Directions for this task = In the material below, the required lines run from the one containing "Give bounding boxes" through the one containing "Where are all". Copy those lines exactly, ends included, and nothing else.

Data section =
***

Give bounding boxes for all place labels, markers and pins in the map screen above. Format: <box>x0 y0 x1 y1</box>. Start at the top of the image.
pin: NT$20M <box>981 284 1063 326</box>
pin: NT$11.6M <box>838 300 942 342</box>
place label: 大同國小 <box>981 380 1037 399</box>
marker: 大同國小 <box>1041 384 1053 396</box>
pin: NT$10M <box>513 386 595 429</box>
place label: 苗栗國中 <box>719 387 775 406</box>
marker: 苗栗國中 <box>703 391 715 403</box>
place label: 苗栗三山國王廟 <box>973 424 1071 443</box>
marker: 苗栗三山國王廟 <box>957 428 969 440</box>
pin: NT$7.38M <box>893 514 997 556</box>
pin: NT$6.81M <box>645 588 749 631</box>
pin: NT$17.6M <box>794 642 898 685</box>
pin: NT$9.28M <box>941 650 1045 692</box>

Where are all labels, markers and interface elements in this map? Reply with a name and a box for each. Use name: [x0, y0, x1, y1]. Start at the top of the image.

***

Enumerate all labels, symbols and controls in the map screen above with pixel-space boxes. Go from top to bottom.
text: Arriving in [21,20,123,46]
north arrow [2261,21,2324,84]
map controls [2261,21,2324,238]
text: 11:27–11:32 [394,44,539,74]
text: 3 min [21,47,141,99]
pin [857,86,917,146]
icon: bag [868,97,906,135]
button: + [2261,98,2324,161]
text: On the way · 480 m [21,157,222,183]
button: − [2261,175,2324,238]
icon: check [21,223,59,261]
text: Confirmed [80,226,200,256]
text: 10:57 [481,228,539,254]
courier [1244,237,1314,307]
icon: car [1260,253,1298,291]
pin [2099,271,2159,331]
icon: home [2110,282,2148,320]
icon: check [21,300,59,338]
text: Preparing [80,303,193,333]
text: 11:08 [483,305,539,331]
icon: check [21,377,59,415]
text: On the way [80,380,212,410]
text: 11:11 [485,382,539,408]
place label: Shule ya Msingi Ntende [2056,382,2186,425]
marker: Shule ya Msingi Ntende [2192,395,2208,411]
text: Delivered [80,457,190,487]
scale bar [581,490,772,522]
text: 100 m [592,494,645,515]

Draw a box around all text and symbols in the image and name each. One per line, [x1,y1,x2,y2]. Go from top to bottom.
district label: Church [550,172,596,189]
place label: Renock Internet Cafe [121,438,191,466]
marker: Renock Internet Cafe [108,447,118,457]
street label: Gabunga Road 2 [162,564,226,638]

***

Solution =
Give bounding boxes for all place labels, markers and pins in the map screen above. Format: <box>x0 y0 x1 y1</box>. Start at the top of the image.
pin: NT$20M <box>981 284 1063 326</box>
pin: NT$11.6M <box>838 300 942 342</box>
place label: 大同國小 <box>981 380 1037 399</box>
marker: 大同國小 <box>1041 384 1053 396</box>
pin: NT$10M <box>513 386 595 429</box>
place label: 苗栗國中 <box>719 387 775 406</box>
marker: 苗栗國中 <box>703 391 715 403</box>
place label: 苗栗三山國王廟 <box>973 424 1071 443</box>
marker: 苗栗三山國王廟 <box>957 428 969 440</box>
pin: NT$7.38M <box>893 514 997 556</box>
pin: NT$6.81M <box>645 588 749 631</box>
pin: NT$17.6M <box>794 642 898 685</box>
pin: NT$9.28M <box>941 650 1045 692</box>

Where are all labels, markers and interface elements in this map? Reply with a name and a box for each. Use name: [x0, y0, x1, y1]. Start at the top of the image.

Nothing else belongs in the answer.